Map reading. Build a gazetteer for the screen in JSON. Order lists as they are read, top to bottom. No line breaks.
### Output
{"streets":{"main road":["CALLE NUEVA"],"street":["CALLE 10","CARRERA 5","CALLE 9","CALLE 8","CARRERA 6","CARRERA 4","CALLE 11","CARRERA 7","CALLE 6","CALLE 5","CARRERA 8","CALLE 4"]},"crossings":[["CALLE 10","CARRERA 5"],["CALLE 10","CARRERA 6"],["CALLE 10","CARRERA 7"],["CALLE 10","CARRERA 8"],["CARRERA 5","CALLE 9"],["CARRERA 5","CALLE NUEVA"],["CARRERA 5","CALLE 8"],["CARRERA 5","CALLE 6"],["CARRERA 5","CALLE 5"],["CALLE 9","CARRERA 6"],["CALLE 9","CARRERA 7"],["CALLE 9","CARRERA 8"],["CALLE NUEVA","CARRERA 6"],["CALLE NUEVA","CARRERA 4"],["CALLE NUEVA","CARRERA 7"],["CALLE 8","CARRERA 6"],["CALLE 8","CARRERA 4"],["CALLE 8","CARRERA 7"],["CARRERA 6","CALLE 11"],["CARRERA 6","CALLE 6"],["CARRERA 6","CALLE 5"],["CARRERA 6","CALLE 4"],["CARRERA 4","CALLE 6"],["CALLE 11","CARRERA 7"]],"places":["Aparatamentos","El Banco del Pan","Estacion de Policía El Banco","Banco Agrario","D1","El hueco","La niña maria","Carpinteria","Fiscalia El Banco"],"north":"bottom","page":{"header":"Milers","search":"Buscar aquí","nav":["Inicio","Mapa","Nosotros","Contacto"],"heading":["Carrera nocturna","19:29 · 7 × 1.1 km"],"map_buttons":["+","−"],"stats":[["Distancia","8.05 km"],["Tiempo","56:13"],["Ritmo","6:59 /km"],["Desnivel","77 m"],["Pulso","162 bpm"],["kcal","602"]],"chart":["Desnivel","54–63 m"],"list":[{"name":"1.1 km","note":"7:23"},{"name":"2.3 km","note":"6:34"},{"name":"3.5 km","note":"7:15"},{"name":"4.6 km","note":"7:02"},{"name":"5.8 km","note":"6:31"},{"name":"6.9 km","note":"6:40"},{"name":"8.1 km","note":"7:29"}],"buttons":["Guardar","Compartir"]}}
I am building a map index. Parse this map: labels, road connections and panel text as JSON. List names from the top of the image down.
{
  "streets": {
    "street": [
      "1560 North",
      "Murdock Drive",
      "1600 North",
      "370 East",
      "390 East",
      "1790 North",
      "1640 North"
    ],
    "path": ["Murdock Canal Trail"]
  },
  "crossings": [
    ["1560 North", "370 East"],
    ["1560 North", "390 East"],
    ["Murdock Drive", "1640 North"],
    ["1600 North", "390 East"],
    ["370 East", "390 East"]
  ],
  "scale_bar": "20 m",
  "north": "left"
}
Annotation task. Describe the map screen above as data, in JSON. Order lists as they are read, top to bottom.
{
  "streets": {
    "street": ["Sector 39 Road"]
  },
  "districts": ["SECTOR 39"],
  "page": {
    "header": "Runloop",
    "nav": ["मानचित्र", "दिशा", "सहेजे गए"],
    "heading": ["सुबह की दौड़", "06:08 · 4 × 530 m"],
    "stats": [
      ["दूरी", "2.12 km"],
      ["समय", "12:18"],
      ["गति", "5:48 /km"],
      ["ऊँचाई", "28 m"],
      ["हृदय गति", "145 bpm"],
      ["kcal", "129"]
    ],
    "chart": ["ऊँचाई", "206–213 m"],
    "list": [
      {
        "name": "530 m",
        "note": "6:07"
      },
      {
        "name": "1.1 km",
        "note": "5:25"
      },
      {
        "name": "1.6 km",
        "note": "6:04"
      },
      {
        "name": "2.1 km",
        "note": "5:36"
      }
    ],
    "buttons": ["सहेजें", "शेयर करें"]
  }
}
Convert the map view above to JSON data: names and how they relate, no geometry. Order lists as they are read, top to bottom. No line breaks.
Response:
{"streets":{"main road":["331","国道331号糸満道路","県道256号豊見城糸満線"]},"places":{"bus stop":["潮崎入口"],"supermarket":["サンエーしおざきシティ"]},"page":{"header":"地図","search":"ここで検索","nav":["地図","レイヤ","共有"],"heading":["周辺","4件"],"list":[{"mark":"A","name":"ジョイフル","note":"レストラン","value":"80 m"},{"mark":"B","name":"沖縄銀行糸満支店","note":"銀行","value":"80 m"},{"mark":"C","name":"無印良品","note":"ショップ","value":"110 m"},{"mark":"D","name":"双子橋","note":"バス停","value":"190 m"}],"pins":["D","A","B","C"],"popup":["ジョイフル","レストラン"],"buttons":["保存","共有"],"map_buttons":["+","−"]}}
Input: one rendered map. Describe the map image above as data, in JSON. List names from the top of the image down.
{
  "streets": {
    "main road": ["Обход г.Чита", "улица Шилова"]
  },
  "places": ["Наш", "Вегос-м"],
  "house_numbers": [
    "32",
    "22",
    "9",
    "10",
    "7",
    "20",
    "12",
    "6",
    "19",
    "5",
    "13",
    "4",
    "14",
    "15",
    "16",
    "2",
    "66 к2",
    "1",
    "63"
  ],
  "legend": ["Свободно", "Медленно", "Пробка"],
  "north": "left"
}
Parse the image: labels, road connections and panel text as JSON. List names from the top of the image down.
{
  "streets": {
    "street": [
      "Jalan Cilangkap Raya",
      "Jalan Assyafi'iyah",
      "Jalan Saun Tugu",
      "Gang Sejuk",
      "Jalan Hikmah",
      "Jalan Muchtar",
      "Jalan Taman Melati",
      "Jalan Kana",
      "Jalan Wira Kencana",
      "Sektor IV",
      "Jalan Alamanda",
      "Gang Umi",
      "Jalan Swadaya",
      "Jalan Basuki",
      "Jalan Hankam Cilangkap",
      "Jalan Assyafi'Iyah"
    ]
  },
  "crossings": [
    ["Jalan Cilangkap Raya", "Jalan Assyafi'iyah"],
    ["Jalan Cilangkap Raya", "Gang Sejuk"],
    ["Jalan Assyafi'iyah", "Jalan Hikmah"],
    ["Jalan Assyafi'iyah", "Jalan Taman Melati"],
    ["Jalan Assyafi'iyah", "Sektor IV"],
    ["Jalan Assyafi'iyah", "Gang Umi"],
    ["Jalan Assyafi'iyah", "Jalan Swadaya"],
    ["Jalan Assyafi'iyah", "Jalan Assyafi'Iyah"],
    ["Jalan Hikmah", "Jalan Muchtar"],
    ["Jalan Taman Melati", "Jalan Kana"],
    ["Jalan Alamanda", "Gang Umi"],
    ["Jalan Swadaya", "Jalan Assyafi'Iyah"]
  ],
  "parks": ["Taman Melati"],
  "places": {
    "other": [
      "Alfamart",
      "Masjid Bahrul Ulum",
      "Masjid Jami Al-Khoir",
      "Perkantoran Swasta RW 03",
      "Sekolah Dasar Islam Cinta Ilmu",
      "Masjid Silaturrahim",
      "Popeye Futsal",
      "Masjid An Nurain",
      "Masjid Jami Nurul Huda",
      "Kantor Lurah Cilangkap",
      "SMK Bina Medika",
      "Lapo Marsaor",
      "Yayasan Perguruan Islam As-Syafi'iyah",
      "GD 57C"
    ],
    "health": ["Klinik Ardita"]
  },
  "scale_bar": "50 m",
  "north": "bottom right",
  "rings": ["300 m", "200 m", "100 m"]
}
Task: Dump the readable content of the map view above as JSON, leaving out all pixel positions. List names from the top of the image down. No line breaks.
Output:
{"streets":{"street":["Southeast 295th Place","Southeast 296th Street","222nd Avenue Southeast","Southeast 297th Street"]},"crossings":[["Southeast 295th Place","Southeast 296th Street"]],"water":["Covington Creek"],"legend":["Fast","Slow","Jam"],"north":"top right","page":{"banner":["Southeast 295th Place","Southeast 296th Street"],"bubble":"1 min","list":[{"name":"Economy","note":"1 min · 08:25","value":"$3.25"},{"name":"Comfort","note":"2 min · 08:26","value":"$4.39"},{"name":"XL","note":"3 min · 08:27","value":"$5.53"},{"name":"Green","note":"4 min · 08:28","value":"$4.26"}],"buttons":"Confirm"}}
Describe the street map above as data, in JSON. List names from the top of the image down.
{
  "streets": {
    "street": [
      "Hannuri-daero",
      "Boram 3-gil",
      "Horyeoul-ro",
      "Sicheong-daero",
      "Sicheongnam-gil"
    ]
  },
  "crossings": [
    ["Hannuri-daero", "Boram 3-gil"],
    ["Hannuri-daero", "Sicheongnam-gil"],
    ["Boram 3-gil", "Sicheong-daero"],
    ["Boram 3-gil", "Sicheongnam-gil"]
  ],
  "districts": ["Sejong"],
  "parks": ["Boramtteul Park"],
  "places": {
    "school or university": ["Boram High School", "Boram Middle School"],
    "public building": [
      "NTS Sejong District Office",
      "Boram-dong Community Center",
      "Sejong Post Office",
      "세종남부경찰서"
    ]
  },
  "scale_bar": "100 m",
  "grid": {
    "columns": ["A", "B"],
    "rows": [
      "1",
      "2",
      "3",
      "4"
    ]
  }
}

Exercise goal -> Scan the data above; copy every line where "Melati" appears.

Response to the task ->
      "Jalan Taman Melati",
    ["Jalan Assyafi'iyah", "Jalan Taman Melati"],
    ["Jalan Taman Melati", "Jalan Kana"],
  "parks": ["Taman Melati"],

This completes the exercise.